Kaffernbüffel
(Schwarzbüffel)

Syncerus caffer caffer

 

Haltungen:                         Deutschland: 2 (Berlin Tierpark, Nürnberg Tiergarten)                                                                    Restliches Europa: 12

Vorkommen:                      östliches Afrika

Kopf-Rumpf-Länge:          320 cm

Schwanzlänge:                  75 - 110 cm

Gewicht:                              500 - 900 kg

Nahrung:                             Gräser, Kräuter, Laub

Gefährdungsstatus:           nicht gefährdet

Weitere Infos:

 

Der Kaffernbüffel (Syncerus caffer), auch Schwarzbüffel, Afrikanischer Büffel oder Steppenbüffel genannt, ist ein sehr großer Vertreter aus der Familie der Hornträger. Er kommt in weiten Teilen des östlichen und südlichen Afrikas vor. Dort bewohnt er offene Savannen und bewaldete Flussgebiete des Tief- und Hochlands.

 

Charakteristisch sind der robuste Körperbau, die Quaste am Schwanzende, der Buckel oberhalb der Schultern und die großen Hörner. Deren Spannweite kann bis zu 134 cm betragen. Die längsten gemessenen Hörner waren stolze 163 cm lang. Bei den Kaffernbüffeln gibt es einen ausgeprägten Sexualdimophismus, das heißt, Männchen und Weibchen unterscheiden sich deutlich im Aussehen. Die Bullen können dabei bis zu doppelt so schwer werden wie die Kühe. Auch die Hörner sind bei den Männchen stärker ausgeprägt. Die schwarze Färbung des Fells unterscheidet sich dagegen nicht.

 

Das Sozialsystem des Kaffernbüffels ist komplex. Herden bestehen aus Kühen mit Jungtieren und einzelnen Bullen, Junggesellengruppen aus wenigen männlichen Tieren oder auch einzelgängerischen Bullen.
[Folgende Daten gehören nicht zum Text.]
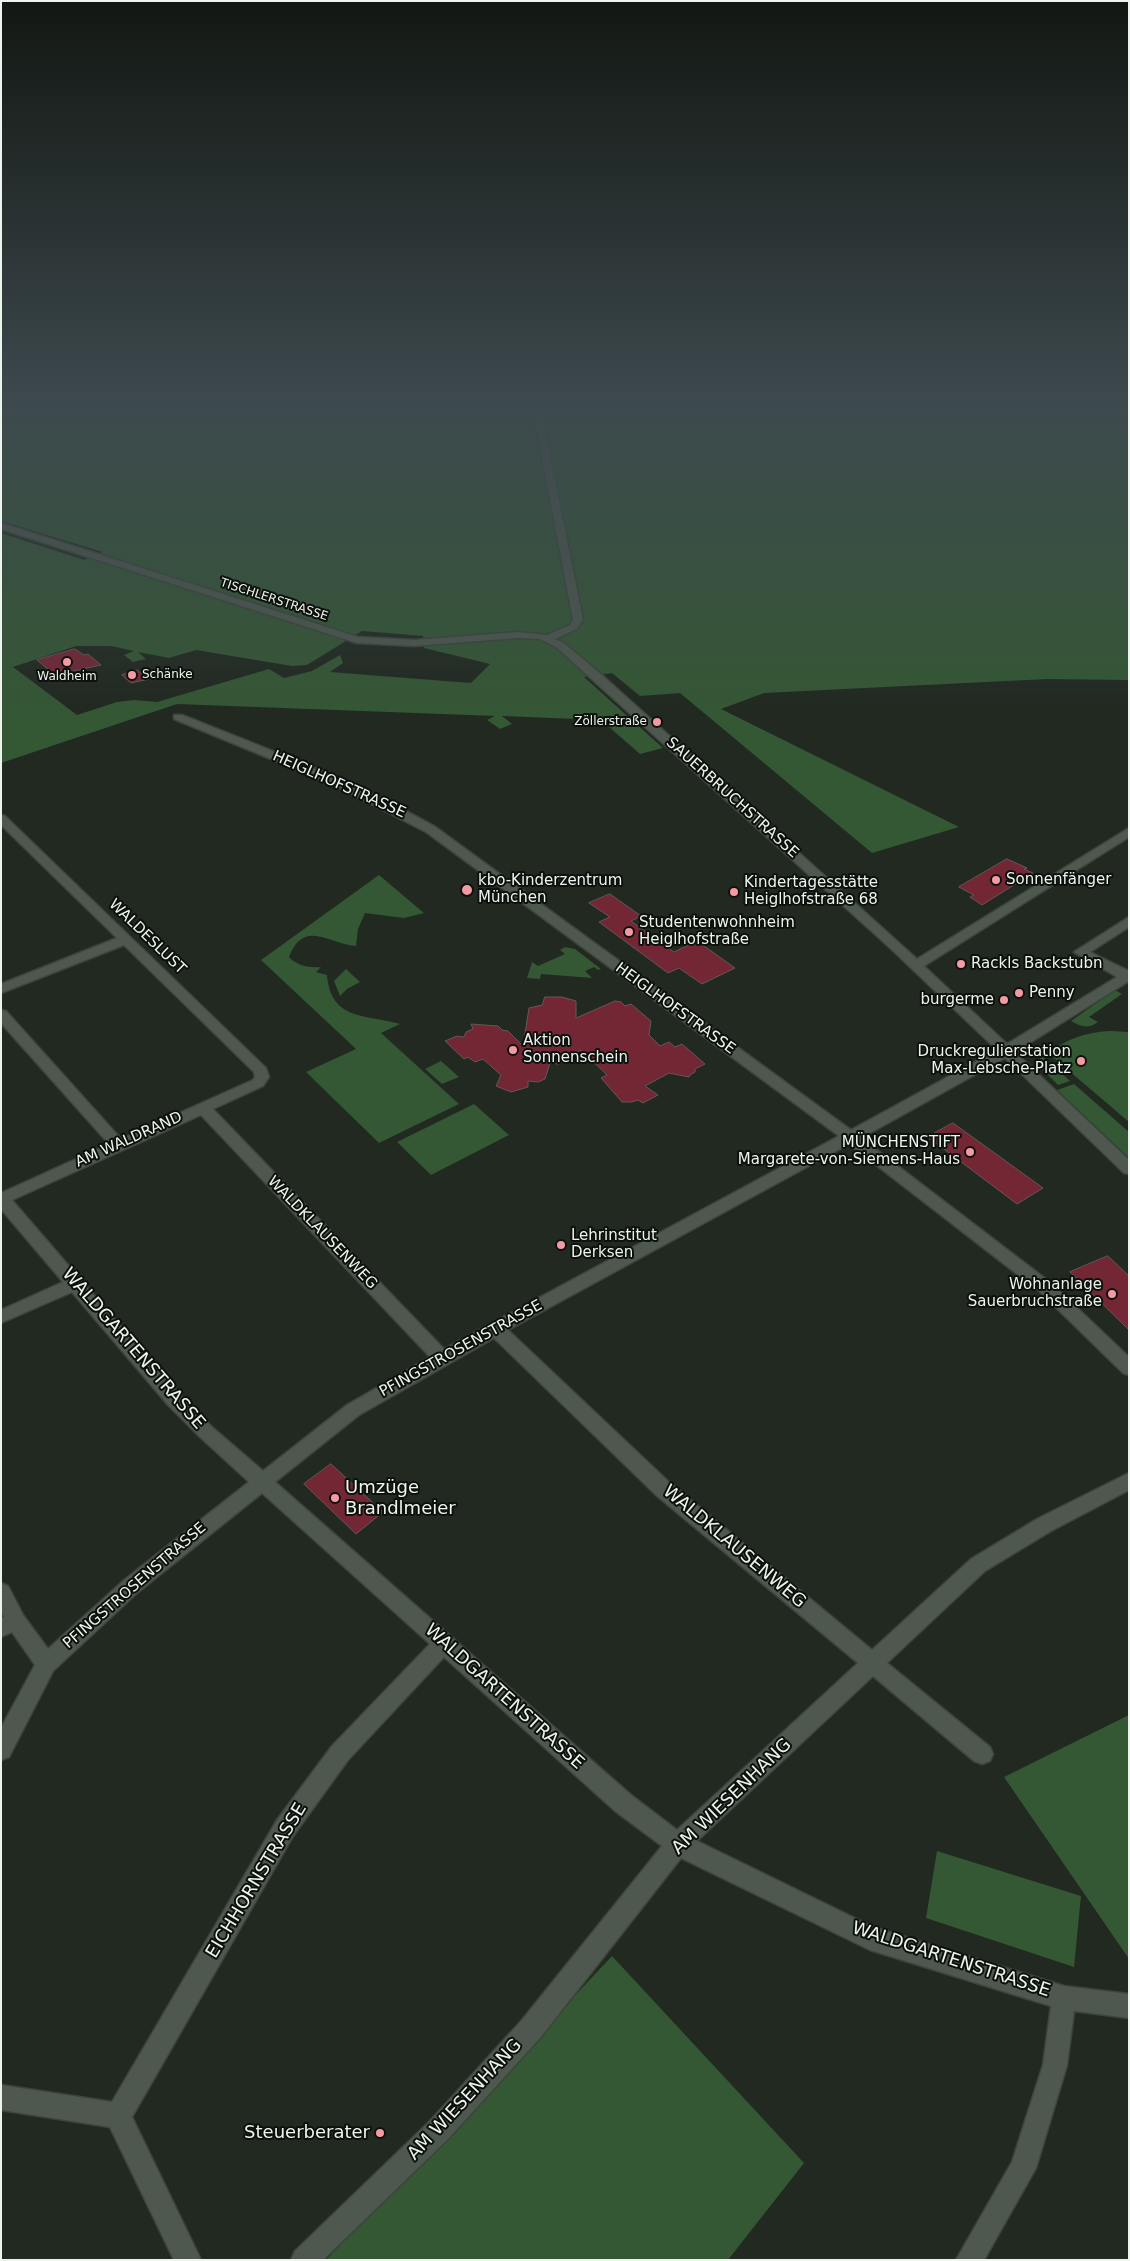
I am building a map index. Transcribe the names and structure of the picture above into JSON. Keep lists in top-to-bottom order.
{
  "streets": {
    "street": [
      "TISCHLERSTRASSE",
      "HEIGLHOFSTRASSE",
      "SAUERBRUCHSTRASSE",
      "WALDESLUST",
      "AM WALDRAND",
      "WALDKLAUSENWEG",
      "WALDGARTENSTRASSE",
      "PFINGSTROSENSTRASSE",
      "AM WIESENHANG",
      "EICHHORNSTRASSE"
    ]
  },
  "crossings": [
    ["TISCHLERSTRASSE", "SAUERBRUCHSTRASSE"],
    ["HEIGLHOFSTRASSE", "PFINGSTROSENSTRASSE"],
    ["SAUERBRUCHSTRASSE", "PFINGSTROSENSTRASSE"],
    ["WALDESLUST", "AM WALDRAND"],
    ["AM WALDRAND", "WALDKLAUSENWEG"],
    ["AM WALDRAND", "WALDGARTENSTRASSE"],
    ["WALDKLAUSENWEG", "PFINGSTROSENSTRASSE"],
    ["WALDKLAUSENWEG", "AM WIESENHANG"],
    ["WALDGARTENSTRASSE", "PFINGSTROSENSTRASSE"],
    ["WALDGARTENSTRASSE", "AM WIESENHANG"],
    ["WALDGARTENSTRASSE", "EICHHORNSTRASSE"]
  ],
  "places": [
    "Waldheim",
    "Schänke",
    "Zöllerstraße",
    "Sonnenfänger",
    "kbo-Kinderzentrum München",
    "Kindertagesstätte Heiglhofstraße 68",
    "Studentenwohnheim Heiglhofstraße",
    "Rackls Backstubn",
    "Penny",
    "burgerme",
    "Aktion Sonnenschein",
    "Druckregulierstation Max-Lebsche-Platz",
    "MÜNCHENSTIFT Margarete-von-Siemens-Haus",
    "Lehrinstitut Derksen",
    "Wohnanlage Sauerbruchstraße",
    "Umzüge Brandlmeier",
    "Steuerberater"
  ]
}
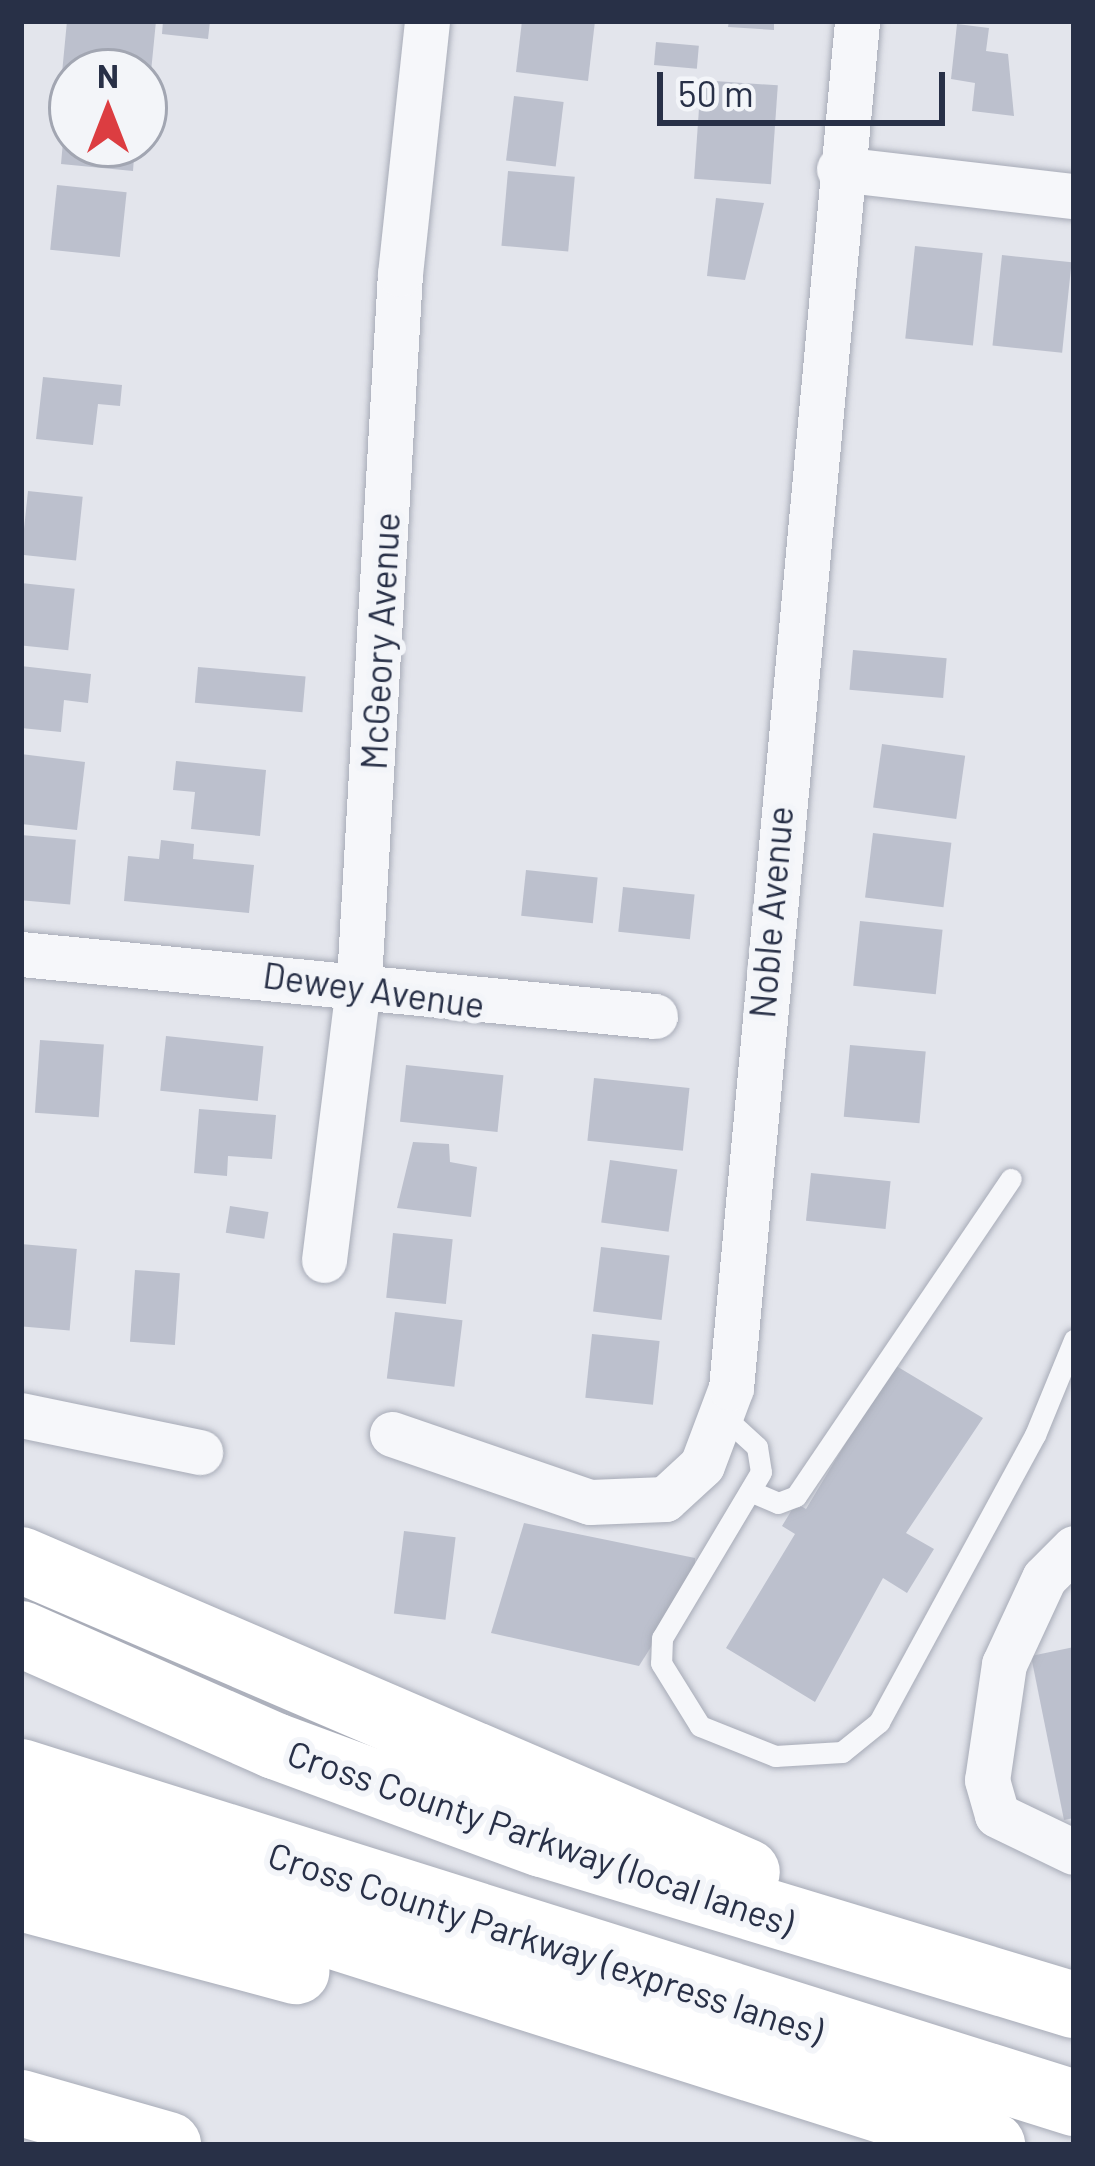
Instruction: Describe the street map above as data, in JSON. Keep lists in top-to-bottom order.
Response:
{
  "streets": {
    "highway": ["Cross County Parkway (local lanes)", "Cross County Parkway (express lanes)"],
    "street": ["McGeory Avenue", "Noble Avenue", "Dewey Avenue"]
  },
  "crossings": [
    ["McGeory Avenue", "Dewey Avenue"]
  ],
  "scale_bar": "50 m",
  "north": "top"
}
Die Herden ziehen in einem bestimmten Gebiet umher und richten sich dabei nach Witterung und Nahrungsangebot. Es kann zu Neuformungen der Herden kommen, welche mehr als tausend Individuen umfassen kann. Die Bullen tragen ständige Kämpfe um das Paarungsvorrecht aus. Auch ohne feste Paarungszeit hängt die Fortpflanzung meist von dem Nahrungsangebot und damit dem Gesundheitszustand ab.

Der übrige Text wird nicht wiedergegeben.